((Part of Sielic’s Snapped campaign.))
“Morning mail,” the courier announced as he strode into the room, the door closing behind him. A young man with a clean-shaven face, he carried himself with an assured gait of youth.
“Thank you, Alphonse.” Arialynn did not rise from her desk but greeted the courier with a nod. Atop the desk lay an impressive mountain of paperwork. Still partly armored, the lady knight appeared elbows deep in the latest slew of papered nonsense. As Alphonse deposited the latest mail atop the pile, he gave an apologetic smile.
“Sorry, ma’am,” he said. “I just bring the mail, I don’t write it.”
“It is fine,” Arialynn replies as she took up the parcel of letters. Frowning, she eyes the top letter. “This is dated. Where did this come from?”

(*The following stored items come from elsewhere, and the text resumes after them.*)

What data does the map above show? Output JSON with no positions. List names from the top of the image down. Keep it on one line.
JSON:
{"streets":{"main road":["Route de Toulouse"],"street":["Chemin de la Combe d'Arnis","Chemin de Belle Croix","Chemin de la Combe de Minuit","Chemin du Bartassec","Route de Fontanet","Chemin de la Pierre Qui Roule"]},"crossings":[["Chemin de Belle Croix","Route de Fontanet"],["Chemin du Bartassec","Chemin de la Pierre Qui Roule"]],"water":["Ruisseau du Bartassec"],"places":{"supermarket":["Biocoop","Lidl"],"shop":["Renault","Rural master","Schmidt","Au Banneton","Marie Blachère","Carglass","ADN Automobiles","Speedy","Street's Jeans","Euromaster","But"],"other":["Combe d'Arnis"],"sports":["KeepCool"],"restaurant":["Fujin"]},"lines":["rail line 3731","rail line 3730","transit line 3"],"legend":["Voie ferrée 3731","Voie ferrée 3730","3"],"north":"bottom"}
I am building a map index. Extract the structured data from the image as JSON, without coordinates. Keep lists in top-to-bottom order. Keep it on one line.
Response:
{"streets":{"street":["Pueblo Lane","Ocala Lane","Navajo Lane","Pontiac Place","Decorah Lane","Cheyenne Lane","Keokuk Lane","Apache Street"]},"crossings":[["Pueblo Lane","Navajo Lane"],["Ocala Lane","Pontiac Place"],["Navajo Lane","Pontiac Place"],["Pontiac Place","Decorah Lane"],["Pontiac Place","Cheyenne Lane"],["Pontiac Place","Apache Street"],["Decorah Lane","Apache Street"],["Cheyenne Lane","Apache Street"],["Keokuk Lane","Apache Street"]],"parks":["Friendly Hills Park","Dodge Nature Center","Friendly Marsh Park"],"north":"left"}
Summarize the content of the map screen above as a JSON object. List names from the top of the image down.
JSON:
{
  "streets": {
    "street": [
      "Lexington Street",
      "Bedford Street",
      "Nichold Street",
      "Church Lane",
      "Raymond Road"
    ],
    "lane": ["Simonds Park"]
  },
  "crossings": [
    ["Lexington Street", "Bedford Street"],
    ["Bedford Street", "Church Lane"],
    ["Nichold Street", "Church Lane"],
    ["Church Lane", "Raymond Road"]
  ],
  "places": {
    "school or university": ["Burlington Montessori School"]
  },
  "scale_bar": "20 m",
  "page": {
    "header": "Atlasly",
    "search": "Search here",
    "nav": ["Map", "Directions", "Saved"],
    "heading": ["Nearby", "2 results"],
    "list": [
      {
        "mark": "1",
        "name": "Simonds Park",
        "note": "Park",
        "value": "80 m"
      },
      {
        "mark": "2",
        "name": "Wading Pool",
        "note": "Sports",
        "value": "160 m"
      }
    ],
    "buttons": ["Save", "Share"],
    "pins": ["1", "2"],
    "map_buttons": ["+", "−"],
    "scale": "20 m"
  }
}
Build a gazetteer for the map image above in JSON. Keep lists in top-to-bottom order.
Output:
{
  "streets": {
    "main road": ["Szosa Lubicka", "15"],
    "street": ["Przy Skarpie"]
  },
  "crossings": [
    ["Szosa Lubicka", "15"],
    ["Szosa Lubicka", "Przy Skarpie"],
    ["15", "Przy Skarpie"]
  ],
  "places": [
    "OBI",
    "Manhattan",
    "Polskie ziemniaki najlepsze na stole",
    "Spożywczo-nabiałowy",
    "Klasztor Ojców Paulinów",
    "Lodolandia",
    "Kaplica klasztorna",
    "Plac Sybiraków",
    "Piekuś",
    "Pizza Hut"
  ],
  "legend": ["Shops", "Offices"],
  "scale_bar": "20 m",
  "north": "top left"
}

“Westguard, ma’am. There was a delay in letter delivery thanks to new Alliance security. The breach months ago changed a lot of protocol.”
“I see,” Arialynn replies, eyeing the letter. “None appear urgent. I will get to them in a moment.”
“I can sort through the least important ones,” the courier offered, taking up the parcel and tearing into some of the letters. “The proprietary ones are always marked with a seal anyw –“
The change was immediate. The young man’s face contorted, the muscles beneath the flesh twisting in fiendish ways. A colorless powder spilled from an envelope onto the desk, its grains so fine that some alighted into the air and dissipated immediately. A bubbling foam erupted from the courier’s mouth and he collapsed to the floor. More powder from the envelope spilled, its grains innumerable.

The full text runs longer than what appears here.